__RECORDS SUPPLIED__
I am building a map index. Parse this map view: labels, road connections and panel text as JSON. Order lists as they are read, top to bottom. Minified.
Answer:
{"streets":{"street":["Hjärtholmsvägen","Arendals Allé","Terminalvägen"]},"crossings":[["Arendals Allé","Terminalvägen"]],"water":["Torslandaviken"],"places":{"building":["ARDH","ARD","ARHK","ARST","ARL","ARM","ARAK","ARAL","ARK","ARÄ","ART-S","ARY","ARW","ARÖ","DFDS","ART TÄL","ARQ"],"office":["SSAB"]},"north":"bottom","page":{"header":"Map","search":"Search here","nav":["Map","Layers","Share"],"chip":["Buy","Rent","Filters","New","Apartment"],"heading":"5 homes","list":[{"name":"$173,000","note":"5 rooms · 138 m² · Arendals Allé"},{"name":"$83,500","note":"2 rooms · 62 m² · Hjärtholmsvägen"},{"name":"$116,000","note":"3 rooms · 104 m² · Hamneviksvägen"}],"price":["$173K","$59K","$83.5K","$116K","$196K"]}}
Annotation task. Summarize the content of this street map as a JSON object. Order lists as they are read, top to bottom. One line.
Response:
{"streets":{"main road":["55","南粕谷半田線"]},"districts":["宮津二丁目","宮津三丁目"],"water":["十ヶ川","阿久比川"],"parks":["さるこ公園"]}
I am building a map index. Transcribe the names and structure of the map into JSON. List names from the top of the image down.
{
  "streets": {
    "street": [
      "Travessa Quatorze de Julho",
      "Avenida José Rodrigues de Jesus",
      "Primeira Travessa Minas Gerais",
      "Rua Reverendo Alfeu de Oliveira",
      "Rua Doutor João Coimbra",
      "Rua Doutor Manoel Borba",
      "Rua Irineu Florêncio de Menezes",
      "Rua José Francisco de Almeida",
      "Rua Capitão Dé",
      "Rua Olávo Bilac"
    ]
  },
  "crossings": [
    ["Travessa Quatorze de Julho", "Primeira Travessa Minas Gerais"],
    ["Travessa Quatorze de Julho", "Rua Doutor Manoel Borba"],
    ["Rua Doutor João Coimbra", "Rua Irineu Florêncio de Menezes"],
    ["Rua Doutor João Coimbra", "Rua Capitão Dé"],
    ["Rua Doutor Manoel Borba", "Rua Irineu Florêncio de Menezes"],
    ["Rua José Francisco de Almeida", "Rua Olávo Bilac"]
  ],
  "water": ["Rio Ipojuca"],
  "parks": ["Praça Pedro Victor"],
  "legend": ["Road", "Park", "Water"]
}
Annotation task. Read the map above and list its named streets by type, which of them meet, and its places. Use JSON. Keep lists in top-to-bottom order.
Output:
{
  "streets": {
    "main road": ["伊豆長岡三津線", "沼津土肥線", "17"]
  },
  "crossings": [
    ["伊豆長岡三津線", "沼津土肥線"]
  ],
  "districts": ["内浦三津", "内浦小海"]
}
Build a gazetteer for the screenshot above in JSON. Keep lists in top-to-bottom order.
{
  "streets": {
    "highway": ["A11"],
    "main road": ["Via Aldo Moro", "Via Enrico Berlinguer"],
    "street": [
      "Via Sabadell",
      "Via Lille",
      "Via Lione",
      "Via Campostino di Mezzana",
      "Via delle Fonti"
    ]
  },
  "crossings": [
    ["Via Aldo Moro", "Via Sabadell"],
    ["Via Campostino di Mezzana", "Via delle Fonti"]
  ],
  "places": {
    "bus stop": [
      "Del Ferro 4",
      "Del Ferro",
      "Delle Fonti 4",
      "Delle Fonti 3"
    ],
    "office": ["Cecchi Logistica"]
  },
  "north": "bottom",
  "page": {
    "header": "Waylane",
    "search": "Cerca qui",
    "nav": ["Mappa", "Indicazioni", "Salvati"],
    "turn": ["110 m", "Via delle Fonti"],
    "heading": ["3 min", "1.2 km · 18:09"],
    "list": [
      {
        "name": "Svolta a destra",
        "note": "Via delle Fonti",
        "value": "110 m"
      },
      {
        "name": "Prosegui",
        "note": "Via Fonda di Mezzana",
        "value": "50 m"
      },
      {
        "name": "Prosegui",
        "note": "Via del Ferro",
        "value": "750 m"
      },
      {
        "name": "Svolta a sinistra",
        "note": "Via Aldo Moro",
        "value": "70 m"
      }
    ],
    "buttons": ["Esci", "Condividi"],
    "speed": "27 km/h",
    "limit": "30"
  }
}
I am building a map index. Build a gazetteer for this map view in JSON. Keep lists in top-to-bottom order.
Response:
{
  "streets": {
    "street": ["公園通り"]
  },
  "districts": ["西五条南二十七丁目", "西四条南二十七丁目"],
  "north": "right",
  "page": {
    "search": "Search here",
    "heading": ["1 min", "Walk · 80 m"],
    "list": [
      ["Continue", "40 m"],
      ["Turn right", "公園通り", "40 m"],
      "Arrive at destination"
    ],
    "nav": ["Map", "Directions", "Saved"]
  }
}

__ACTION ITEM__
In the records above, some lines may contain the word "this"; copy every one of them.

__TASK OUTPUT__
I am building a map index. Parse this map view: labels, road connections and panel text as JSON. Order lists as they are read, top to bottom. Minified.
Annotation task. Summarize the content of this street map as a JSON object. Order lists as they are read, top to bottom. One line.
I am building a map index. Build a gazetteer for this map view in JSON. Keep lists in top-to-bottom order.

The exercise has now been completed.